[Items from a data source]
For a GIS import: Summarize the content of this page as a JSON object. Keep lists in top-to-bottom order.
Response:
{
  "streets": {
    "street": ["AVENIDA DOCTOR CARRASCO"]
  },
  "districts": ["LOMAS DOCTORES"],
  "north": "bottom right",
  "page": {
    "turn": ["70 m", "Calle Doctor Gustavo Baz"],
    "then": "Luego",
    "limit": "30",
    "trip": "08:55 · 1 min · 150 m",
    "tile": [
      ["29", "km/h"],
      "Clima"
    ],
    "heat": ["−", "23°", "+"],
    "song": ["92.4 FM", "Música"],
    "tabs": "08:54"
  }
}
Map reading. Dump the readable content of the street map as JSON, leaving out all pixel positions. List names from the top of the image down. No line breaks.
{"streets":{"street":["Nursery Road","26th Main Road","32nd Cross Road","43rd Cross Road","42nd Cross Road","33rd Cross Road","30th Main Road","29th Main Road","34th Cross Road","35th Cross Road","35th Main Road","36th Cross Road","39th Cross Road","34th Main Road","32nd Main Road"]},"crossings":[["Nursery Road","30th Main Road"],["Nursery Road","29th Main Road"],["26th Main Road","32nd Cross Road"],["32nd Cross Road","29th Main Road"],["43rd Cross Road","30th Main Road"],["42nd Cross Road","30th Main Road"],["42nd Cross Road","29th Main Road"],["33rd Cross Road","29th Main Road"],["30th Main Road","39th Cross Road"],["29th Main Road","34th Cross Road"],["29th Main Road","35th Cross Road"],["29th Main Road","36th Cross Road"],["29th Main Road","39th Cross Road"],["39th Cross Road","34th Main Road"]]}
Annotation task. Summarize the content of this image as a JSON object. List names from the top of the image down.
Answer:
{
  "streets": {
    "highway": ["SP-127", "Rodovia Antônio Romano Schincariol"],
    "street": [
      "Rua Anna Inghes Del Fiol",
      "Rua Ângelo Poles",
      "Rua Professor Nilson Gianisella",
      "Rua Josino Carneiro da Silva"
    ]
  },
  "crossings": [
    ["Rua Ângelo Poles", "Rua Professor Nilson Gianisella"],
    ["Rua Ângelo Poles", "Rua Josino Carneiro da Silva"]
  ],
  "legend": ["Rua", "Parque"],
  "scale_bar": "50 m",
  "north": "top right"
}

» **Problem description**:
All of the entries above must be quoted exactly.

» **Answer to the problem**:
For a GIS import: Summarize the content of this page as a JSON object. Keep lists in top-to-bottom order.
Response:
{
  "streets": {
    "street": ["AVENIDA DOCTOR CARRASCO"]
  },
  "districts": ["LOMAS DOCTORES"],
  "north": "bottom right",
  "page": {
    "turn": ["70 m", "Calle Doctor Gustavo Baz"],
    "then": "Luego",
    "limit": "30",
    "trip": "08:55 · 1 min · 150 m",
    "tile": [
      ["29", "km/h"],
      "Clima"
    ],
    "heat": ["−", "23°", "+"],
    "song": ["92.4 FM", "Música"],
    "tabs": "08:54"
  }
}
Map reading. Dump the readable content of the street map as JSON, leaving out all pixel positions. List names from the top of the image down. No line breaks.
{"streets":{"street":["Nursery Road","26th Main Road","32nd Cross Road","43rd Cross Road","42nd Cross Road","33rd Cross Road","30th Main Road","29th Main Road","34th Cross Road","35th Cross Road","35th Main Road","36th Cross Road","39th Cross Road","34th Main Road","32nd Main Road"]},"crossings":[["Nursery Road","30th Main Road"],["Nursery Road","29th Main Road"],["26th Main Road","32nd Cross Road"],["32nd Cross Road","29th Main Road"],["43rd Cross Road","30th Main Road"],["42nd Cross Road","30th Main Road"],["42nd Cross Road","29th Main Road"],["33rd Cross Road","29th Main Road"],["30th Main Road","39th Cross Road"],["29th Main Road","34th Cross Road"],["29th Main Road","35th Cross Road"],["29th Main Road","36th Cross Road"],["29th Main Road","39th Cross Road"],["39th Cross Road","34th Main Road"]]}
Annotation task. Summarize the content of this image as a JSON object. List names from the top of the image down.
Answer:
{
  "streets": {
    "highway": ["SP-127", "Rodovia Antônio Romano Schincariol"],
    "street": [
      "Rua Anna Inghes Del Fiol",
      "Rua Ângelo Poles",
      "Rua Professor Nilson Gianisella",
      "Rua Josino Carneiro da Silva"
    ]
  },
  "crossings": [
    ["Rua Ângelo Poles", "Rua Professor Nilson Gianisella"],
    ["Rua Ângelo Poles", "Rua Josino Carneiro da Silva"]
  ],
  "legend": ["Rua", "Parque"],
  "scale_bar": "50 m",
  "north": "top right"
}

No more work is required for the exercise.